## Exercise objective
Once you have read the data below, write it all out exactly.

## Information provided
....................
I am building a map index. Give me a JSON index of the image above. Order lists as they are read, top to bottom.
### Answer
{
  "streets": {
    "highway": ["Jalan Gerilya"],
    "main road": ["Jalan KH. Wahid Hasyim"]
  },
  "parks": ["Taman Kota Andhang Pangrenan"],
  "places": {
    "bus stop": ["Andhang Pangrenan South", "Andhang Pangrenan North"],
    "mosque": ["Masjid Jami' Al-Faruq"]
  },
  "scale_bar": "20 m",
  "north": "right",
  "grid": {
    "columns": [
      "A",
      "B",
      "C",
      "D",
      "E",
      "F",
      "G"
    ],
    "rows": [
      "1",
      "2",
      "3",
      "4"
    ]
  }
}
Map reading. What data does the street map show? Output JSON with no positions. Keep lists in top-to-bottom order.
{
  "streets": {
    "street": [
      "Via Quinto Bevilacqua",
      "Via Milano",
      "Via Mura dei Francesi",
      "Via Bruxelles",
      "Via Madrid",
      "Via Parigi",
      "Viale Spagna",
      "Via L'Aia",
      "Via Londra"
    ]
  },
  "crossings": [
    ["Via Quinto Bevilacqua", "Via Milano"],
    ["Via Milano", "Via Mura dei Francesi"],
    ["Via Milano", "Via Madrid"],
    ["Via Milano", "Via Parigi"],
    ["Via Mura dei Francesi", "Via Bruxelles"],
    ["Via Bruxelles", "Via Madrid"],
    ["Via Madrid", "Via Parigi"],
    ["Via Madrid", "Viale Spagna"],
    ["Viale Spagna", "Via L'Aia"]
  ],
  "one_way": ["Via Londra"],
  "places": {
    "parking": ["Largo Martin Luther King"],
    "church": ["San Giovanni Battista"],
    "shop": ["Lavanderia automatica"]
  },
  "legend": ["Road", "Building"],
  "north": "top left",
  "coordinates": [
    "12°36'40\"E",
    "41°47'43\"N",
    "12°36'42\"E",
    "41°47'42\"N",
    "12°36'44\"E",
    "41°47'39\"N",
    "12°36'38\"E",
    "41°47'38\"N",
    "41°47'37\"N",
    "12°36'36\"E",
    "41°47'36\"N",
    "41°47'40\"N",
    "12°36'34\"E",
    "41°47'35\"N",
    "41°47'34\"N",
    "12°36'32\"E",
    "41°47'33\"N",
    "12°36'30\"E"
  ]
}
....................
## Output below
I am building a map index. Give me a JSON index of the image above. Order lists as they are read, top to bottom.
### Answer
{
  "streets": {
    "highway": ["Jalan Gerilya"],
    "main road": ["Jalan KH. Wahid Hasyim"]
  },
  "parks": ["Taman Kota Andhang Pangrenan"],
  "places": {
    "bus stop": ["Andhang Pangrenan South", "Andhang Pangrenan North"],
    "mosque": ["Masjid Jami' Al-Faruq"]
  },
  "scale_bar": "20 m",
  "north": "right",
  "grid": {
    "columns": [
      "A",
      "B",
      "C",
      "D",
      "E",
      "F",
      "G"
    ],
    "rows": [
      "1",
      "2",
      "3",
      "4"
    ]
  }
}
Map reading. What data does the street map show? Output JSON with no positions. Keep lists in top-to-bottom order.
{
  "streets": {
    "street": [
      "Via Quinto Bevilacqua",
      "Via Milano",
      "Via Mura dei Francesi",
      "Via Bruxelles",
      "Via Madrid",
      "Via Parigi",
      "Viale Spagna",
      "Via L'Aia",
      "Via Londra"
    ]
  },
  "crossings": [
    ["Via Quinto Bevilacqua", "Via Milano"],
    ["Via Milano", "Via Mura dei Francesi"],
    ["Via Milano", "Via Madrid"],
    ["Via Milano", "Via Parigi"],
    ["Via Mura dei Francesi", "Via Bruxelles"],
    ["Via Bruxelles", "Via Madrid"],
    ["Via Madrid", "Via Parigi"],
    ["Via Madrid", "Viale Spagna"],
    ["Viale Spagna", "Via L'Aia"]
  ],
  "one_way": ["Via Londra"],
  "places": {
    "parking": ["Largo Martin Luther King"],
    "church": ["San Giovanni Battista"],
    "shop": ["Lavanderia automatica"]
  },
  "legend": ["Road", "Building"],
  "north": "top left",
  "coordinates": [
    "12°36'40\"E",
    "41°47'43\"N",
    "12°36'42\"E",
    "41°47'42\"N",
    "12°36'44\"E",
    "41°47'39\"N",
    "12°36'38\"E",
    "41°47'38\"N",
    "41°47'37\"N",
    "12°36'36\"E",
    "41°47'36\"N",
    "41°47'40\"N",
    "12°36'34\"E",
    "41°47'35\"N",
    "41°47'34\"N",
    "12°36'32\"E",
    "41°47'33\"N",
    "12°36'30\"E"
  ]
}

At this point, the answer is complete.